Fee Plumley, head gardener and safeguarding lead, said the garden has been very much based on permaculture principles based on the understandings of how nature works and being sustainable.
Plumley said: “So when we first got there, it was a concrete car park that had been largely left alone and ended up being a dumping ground.
“It’s been very much a kind of let’s spend our time focusing on clearing the space. And then let’s just see what starts to emerge from being in the space, spending time there and getting to know each other as well, because we didn’t know each other before we started this.
“I think often when things flow and actually come together naturally is when it’s happening in the right way.”
The garden came together with the use of resources that were dumped or donated to the garden, from old concrete mixing tubs that were turned into planters to pub benches that have been fixed and now are used as seating.
As well as a greenhouse that was donated from St. George’s Day Centre in Charlestown, their focus is on reusing, recycling and building new greenspaces with what’s available.
Amber, the beekeeper, said it’s important for people to have a bigger connection with the natural world and she is bringing that community care and connection by educating people on honeybees and the bee-keeping experience.

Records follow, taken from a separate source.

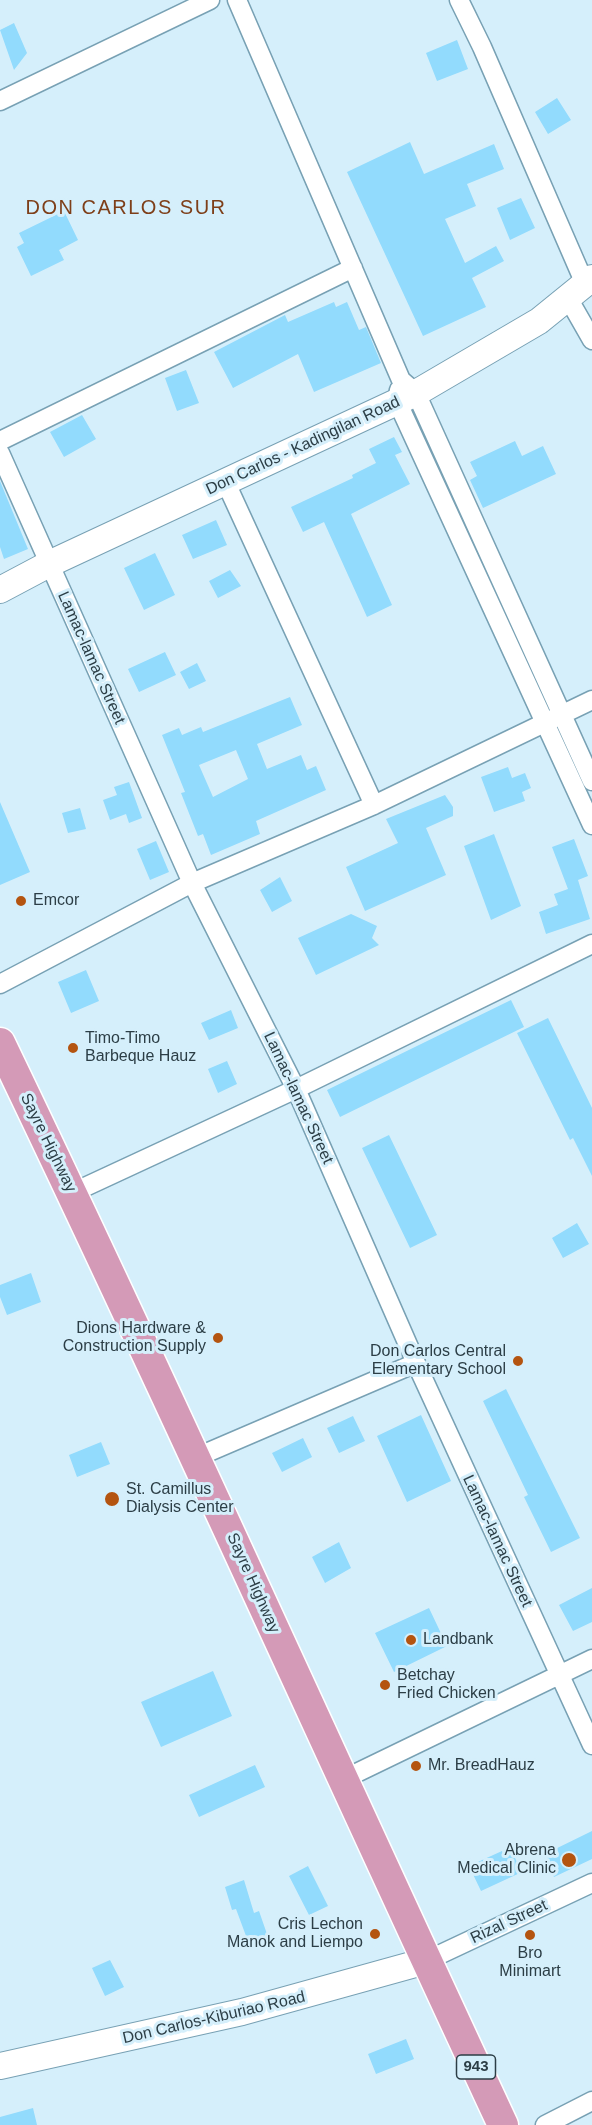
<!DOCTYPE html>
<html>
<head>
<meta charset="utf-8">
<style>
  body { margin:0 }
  canvas { display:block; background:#d5effb }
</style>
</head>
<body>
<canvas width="592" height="2125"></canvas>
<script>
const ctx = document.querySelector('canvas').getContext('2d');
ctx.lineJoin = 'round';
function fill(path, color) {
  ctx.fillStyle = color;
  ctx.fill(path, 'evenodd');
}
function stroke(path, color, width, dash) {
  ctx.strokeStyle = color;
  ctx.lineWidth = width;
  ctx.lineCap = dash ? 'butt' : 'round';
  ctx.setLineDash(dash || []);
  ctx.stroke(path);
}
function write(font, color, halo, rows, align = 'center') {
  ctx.font = font + ' Helvetica,sans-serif';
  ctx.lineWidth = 6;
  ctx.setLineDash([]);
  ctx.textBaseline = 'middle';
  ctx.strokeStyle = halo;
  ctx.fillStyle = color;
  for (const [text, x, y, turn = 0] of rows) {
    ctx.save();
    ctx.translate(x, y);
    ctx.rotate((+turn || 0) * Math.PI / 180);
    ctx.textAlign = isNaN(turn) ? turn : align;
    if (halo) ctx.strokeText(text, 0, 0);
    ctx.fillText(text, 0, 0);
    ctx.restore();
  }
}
fill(new Path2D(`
  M14 23 27 53 14 70 0 30Z
  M457 40 468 69 437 81 426 53Z
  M557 98 571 120 548 134 535 112Z
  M410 142 424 174 494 144 504 169 467 184 476 206 445 219 465 263 496 246 504 261 472 278 486 307 423 336 347 172Z
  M521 198 535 228 510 240 497 208Z
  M64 211 78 240 59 250 64 260 31 276 17 247 24 243 19 233Z
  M334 302 336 307 347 302 359 330 366 327 381 363 314 392 298 354 233 388 214 352 285 315 288 322Z
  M186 370 199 403 177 411 165 378Z
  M82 415 96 439 64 457 50 432Z
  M394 437 402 452 395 455 410 484 351 514 392 605 367 617 324 522 303 532 291 507 353 478 352 475 376 463 369 449Z
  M515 441 522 456 543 446 556 474 483 508 470 480 477 476 470 462Z
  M0 481 28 549 4 559 0 547Z
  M216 520 227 545 193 559 182 535Z
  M155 553 175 595 144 610 124 568Z
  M230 570 241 586 218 598 209 581Z
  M165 652 176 675 139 692 128 669Z
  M197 663 206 681 189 689 180 672Z
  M290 697 302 725 257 744 267 769 301 755 307 770 316 766 326 790 256 821 260 834 211 855 203 834 198 836 181 793 185 792 162 735 179 728 182 735 201 727 203 732ZM236 750 248 779 213 797 199 765Z
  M508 767 512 778 525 773 531 788 522 792 525 801 494 812 481 777Z
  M129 782 142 818 129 823 126 814 110 820 103 800 117 795 114 787Z
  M445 795 453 807V816L426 828 446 875 365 911 346 867 398 843 386 819Z
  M0 802 30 872 0 885Z
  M80 808 86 829 68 833 62 813Z
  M494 834 521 906 491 920 464 846Z
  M574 839 588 876 578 880 590 919 546 934 539 912 558 905 554 894 568 889 552 847Z
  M156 841 169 872 150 880 137 849Z
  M280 877 292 901 272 912 260 890Z
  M351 914 377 926 372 938 379 945 316 975 298 938Z
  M86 970 99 1001 71 1013 58 982Z
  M511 1000 524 1027 340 1117 327 1090Z
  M231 1010 238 1028 209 1040 201 1023Z
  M548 1018 592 1108V1176L573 1138 570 1140 517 1033Z
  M227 1061 237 1084 218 1093 208 1069Z
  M389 1135 437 1235 410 1248 362 1148Z
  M577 1223 589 1244 563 1258 552 1238Z
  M31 1273 41 1302 7 1315 0 1297V1285Z
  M506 1389 580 1538 551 1552 524 1497 528 1495 483 1401Z
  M421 1415 451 1481 407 1502 377 1436Z
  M353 1416 365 1441 339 1453 327 1428Z
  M303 1438 312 1457 282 1472 272 1453Z
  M101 1442 110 1464 77 1477 69 1455Z
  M339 1542 351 1568 325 1583 312 1557Z
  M592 1588V1622L573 1631 559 1605Z
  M429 1608 447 1646 394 1672 375 1633Z
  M213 1671 232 1716 161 1747 141 1702Z
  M255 1765 265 1787 199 1817 189 1795Z
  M592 1831V1859L554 1877 543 1855Z
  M502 1851 505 1857 513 1854 522 1872 481 1891 469 1866Z
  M308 1866 328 1906 309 1915 289 1876Z
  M244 1880 254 1913 259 1911 268 1937 249 1944 236 1909 232 1910 225 1887Z
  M110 1960 124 1987 105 1996 92 1968Z
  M406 2039 414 2059 376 2074 368 2054Z
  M33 2108 37 2125H0V2117Z`), '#92dbfd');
const minor = new Path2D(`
  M237 0 401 380 416 393 592 781
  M459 0 482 47 585 284
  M0 101 210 0
  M568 298 592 340
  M399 390 397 401 592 825
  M0 441 353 268
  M0 453 192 883 296 1089 416 1363 592 1745
  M226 483 374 805
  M0 984 192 883 374 805 592 700
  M72 1193 296 1089 592 944
  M197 1457 416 1363
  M342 1780 592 1659
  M426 1961 592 1883
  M545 2125 592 2101`);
const secondary = new Path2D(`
  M0 590 49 564 416 393 539 321 592 278
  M0 2066 242 2012 426 1961`);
const trunk = new Path2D(`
  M0 1043C172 1401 335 1765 503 2125`);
stroke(minor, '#78a1b4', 21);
stroke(secondary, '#78a1b4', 28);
stroke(trunk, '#fff', 33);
stroke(minor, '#fff', 18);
stroke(secondary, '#fff', 26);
stroke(trunk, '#d49ab7', 30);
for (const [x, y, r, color] of [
  [21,901,6,"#b45410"],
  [73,1048,6,"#b45410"],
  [218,1338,6,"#b45410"],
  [518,1361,6,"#b45410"],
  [112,1499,8,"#b45410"],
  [411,1640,6,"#b45410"],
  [385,1685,6,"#b45410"],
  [416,1766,6,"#b45410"],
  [569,1860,8,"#b45410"],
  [375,1934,6,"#b45410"],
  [530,1935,6,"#b45410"]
]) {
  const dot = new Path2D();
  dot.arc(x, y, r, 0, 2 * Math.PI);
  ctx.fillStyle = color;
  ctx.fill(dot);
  stroke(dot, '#d5effb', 2);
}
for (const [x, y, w] of [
  [476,2067,39]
]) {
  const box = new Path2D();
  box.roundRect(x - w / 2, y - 12, w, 24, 4.5);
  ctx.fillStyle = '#d5effb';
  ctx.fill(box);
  stroke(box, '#2c3e46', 1.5);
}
write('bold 15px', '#2c3e46', null, [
  ["943",476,2067]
]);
write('16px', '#2c3e46', '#d5effb', [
  ["Don Carlos - Kadingilan Road",303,446,-25],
  ["Lamac-lamac Street",91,658,66],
  ["Lamac-lamac Street",298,1098,65],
  ["Sayre Highway",48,1143,64],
  ["Lamac-lamac Street",497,1541,65],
  ["Sayre Highway",253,1583,66],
  ["Rizal Street",509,1922,-25],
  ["Don Carlos-Kiburiao Road",214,2018,-13]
]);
write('16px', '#2c3e46', '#d5effb', [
  ["Emcor",33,901],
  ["Timo-Timo",85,1039],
  ["Barbeque Hauz",85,1057],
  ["Dions Hardware &",206,1329,"right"],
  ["Construction Supply",206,1347,"right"],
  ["Don Carlos Central",506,1352,"right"],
  ["Elementary School",506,1370,"right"],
  ["St. Camillus",126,1490],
  ["Dialysis Center",126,1508],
  ["Landbank",423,1640],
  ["Betchay",397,1676],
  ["Fried Chicken",397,1694],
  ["Mr. BreadHauz",428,1766],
  ["Abrena",556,1851,"right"],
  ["Medical Clinic",556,1869,"right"],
  ["Cris Lechon",363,1925,"right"],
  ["Manok and Liempo",363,1943,"right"],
  ["Bro",530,1954,"center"],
  ["Minimart",530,1972,"center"]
], 'left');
ctx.letterSpacing = '1.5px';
write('20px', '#7e3f19', '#d5effb', [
  ["DON CARLOS SUR",126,208]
]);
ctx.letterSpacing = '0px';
</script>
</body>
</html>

She is hosting ‘Bees to Bed’ this Sunday, to celebrate the new apiary and help tuck up the bees for the winter.
She said, “I definitely feel that when people are able to come and have a beekeeping experience, look in the hives and get and get really hands on with the bees, that they can make a connection with these creatures that are so integral to their own lives.

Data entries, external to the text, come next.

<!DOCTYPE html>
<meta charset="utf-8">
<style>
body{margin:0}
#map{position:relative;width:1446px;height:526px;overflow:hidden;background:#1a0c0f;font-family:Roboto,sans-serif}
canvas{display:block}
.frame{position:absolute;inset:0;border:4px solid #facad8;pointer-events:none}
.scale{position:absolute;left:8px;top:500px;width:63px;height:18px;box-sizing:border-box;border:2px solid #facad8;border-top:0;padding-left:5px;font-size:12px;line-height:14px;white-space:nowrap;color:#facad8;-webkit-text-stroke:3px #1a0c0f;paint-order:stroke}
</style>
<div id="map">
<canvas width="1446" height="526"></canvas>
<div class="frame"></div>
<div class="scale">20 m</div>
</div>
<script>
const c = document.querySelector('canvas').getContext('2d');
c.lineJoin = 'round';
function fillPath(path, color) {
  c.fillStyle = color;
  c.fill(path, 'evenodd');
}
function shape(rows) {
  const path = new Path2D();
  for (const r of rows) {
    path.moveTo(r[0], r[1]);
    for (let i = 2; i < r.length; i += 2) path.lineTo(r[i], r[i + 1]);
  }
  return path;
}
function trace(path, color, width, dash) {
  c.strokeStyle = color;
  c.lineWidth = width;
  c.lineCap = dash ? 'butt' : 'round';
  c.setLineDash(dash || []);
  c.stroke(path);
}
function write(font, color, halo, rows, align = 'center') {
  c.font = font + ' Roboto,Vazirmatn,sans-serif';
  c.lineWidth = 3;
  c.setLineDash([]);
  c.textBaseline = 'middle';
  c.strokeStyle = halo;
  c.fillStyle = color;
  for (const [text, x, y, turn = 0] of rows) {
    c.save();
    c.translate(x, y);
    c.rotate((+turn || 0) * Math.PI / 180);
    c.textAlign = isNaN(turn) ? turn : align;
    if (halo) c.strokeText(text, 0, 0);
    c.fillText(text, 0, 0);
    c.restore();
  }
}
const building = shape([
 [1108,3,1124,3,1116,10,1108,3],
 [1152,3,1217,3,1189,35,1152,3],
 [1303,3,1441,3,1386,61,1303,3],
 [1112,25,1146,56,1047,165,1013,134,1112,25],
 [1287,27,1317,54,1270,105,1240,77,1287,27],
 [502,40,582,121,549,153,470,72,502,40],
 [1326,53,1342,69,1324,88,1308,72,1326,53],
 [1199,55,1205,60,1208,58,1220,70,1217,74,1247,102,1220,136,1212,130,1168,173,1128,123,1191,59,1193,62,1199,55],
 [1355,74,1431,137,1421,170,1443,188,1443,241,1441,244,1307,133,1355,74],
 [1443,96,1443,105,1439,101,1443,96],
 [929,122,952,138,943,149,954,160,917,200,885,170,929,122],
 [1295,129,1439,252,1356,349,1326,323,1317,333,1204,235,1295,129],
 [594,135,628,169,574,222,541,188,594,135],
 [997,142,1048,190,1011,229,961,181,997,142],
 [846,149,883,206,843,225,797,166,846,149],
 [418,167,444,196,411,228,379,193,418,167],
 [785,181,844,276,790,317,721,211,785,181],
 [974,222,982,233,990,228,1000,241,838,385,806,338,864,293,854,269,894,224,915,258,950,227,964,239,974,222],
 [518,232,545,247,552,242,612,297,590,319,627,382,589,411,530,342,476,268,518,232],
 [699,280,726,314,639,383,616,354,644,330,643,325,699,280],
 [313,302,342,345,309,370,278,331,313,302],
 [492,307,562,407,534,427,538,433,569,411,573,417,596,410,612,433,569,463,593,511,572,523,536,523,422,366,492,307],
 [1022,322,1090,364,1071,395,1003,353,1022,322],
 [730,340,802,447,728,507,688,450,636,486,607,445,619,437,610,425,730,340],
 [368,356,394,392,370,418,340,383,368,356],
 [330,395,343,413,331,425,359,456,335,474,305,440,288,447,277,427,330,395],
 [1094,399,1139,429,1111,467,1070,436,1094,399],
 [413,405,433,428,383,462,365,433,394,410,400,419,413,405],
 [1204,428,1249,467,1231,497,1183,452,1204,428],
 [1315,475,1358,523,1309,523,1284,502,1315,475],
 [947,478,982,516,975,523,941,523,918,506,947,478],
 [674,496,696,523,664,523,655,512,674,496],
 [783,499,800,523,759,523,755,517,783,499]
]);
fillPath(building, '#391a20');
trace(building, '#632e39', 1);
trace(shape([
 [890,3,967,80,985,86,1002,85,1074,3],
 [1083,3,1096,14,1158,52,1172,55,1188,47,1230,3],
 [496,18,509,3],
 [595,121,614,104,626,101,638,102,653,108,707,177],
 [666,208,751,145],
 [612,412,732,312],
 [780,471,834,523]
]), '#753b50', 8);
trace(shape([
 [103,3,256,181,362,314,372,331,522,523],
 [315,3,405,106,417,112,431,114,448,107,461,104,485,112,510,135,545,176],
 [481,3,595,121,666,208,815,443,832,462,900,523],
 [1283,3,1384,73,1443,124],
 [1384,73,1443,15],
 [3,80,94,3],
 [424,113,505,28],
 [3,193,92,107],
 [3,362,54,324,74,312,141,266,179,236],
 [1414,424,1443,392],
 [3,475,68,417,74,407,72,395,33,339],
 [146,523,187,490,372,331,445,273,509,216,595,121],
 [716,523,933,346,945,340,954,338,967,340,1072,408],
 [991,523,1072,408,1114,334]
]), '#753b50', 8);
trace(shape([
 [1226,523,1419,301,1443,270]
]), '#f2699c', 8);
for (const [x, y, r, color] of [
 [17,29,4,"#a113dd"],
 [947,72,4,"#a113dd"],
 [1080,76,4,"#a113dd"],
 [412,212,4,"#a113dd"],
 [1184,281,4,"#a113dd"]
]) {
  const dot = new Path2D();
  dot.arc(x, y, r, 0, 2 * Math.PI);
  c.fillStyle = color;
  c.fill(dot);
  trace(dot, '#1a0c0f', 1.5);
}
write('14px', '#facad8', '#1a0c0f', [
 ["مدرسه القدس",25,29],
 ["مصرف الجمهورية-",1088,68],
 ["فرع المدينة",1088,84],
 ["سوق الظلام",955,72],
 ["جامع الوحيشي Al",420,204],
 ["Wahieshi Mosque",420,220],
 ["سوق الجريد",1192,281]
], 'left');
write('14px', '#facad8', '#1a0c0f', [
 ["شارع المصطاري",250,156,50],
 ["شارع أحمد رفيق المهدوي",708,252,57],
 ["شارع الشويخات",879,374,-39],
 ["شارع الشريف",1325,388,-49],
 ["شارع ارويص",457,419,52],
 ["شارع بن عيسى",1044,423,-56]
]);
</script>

“And that they then consequently start noticing a lot more about their own environments and I think that gives people a sense of place and a sense of connection that can really be missing, particularly in in urban settings.”
Plumley believes Salford needs more places like Muddy Millers for locals to get involved in.
Allotments waiting lists are anything from three to 15 years, so community growing space is particularly valuable.
Plumley said: “Of course, the developers only care about building high end swanky apartments for rich clients.
“And it doesn’t help the homelessness problem, and it doesn’t actually build community.
“So, it’s about turning one of those spaces into something that is actually centred on human connection and connection to nature, and our well-being and how we thrive, despite capitalism.”